Un tribunal kényan a bloqué vendredi dernier la décision “inconstitutionnelle, illégale et invalide” du gouvernement de déployer un millier de policiers en Haïti, en proie à la violence de gangs, dans le cadre d’une mission soutenue par l’ONU.
Face aux appels de plus en plus pressants du gouvernement haïtien et de l’ONU, le Kenya avait accepté en juillet de mener une force de 2 500 à 2 600 hommes, espérée « au cours du premier trimestre 2024 ». L’ONU avait donné le feu vert en octobre à cette force, également soutenue par les États-Unis. Mais l’annonce du gouvernement kényan, validée au Parlement le 16 novembre, avait suscité une vive contestation dans ce pays d’Afrique de l’Est. L’opposant Ekuru Aukot avait notamment saisi la Haute Cour de Nairobi, arguant que cette mission était inconstitutionnelle, car ne reposant sur aucun fondement légal.
Un avis que la Haute Cour a donc confirmé. « Le Conseil national de sécurité n’a pas mandat pour déployer des agents de la police nationale hors du Kenya », a affirmé le juge Enock Chacha Mwita. Une « telle décision contrevient à la Constitution et à la loi et est donc inconstitutionnelle, illégale et invalide », a-t-il ajouté. L’envoi de policiers hors du territoire national n’est possible qu’en cas d’accord de « réciprocité » signé avec le pays receveur des troupes, qui doit en avoir fait la demande directement auprès du Kenya. Ce n’est pour l’instant pas le cas entre le Kenya et Haïti, précise notre correspondante à Nairobi, Albane Thirouard.
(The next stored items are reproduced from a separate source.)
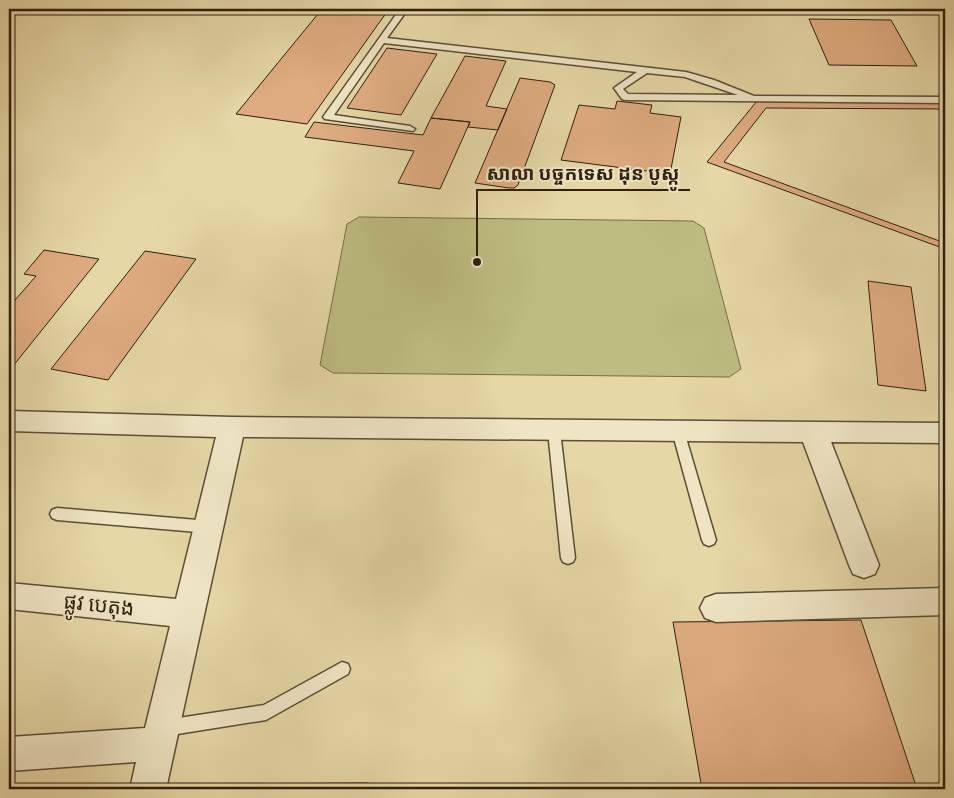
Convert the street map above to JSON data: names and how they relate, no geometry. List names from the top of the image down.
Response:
{
  "streets": {
    "street": ["ផ្លូវ បេតុង"]
  },
  "places": ["សាលា បច្ចកទេស ដុន បូស្កូ"]
}
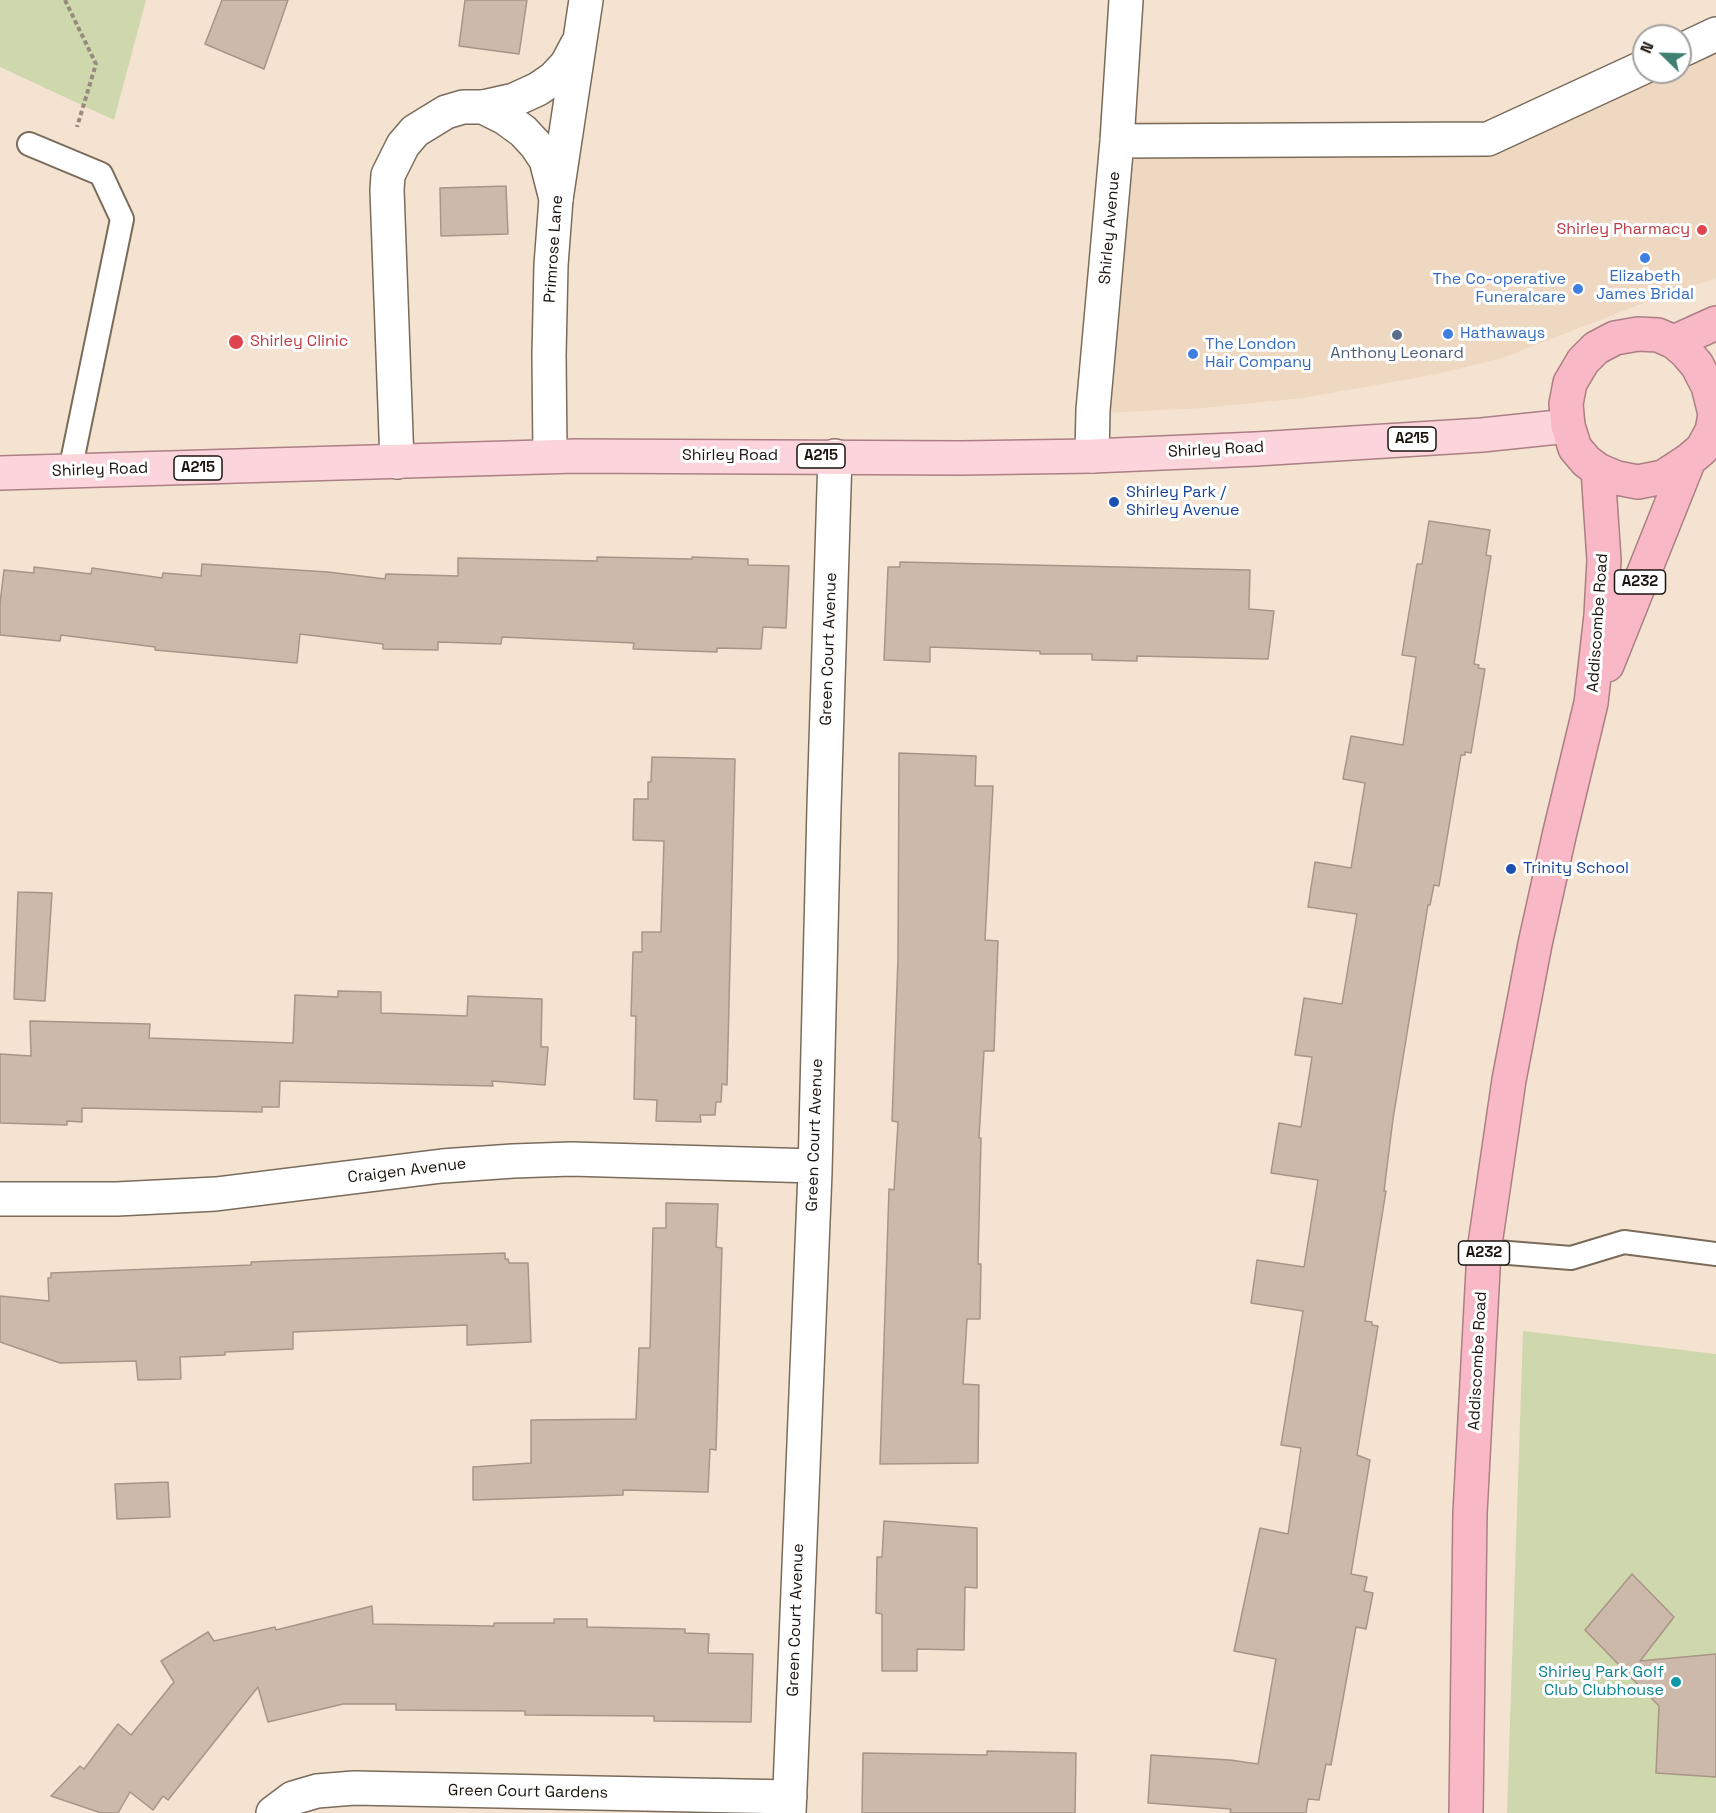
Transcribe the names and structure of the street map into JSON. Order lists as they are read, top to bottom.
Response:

Ce verdict marque un coup d’arrêt à la force multinationale très attendue pour tenter de juguler le chaos grandissant dans ce petit État caribéen, où la violence des gangs a fait près de 5 000 morts, dont plus de 2 700 civils, en 2023, selon un rapport mardi du secrétaire général de l’ONU Antonio Guterres. Le gouvernement kényan a « réitéré son engagement à honorer ses obligations internationales » tout en affirmant qu’il allait « contester » ce verdict, a affirmé dans un communiqué le porte-parole du gouvernement, Isaac Maigua Mwaura. « Nous allons aussi étudier le verdict et prendre les mesures nécessaires. Le Kenya est et reste engagé dans ses obligations en termes de maintien de la paix vis-à-vis de la communauté internationale », a explique le porte-parole.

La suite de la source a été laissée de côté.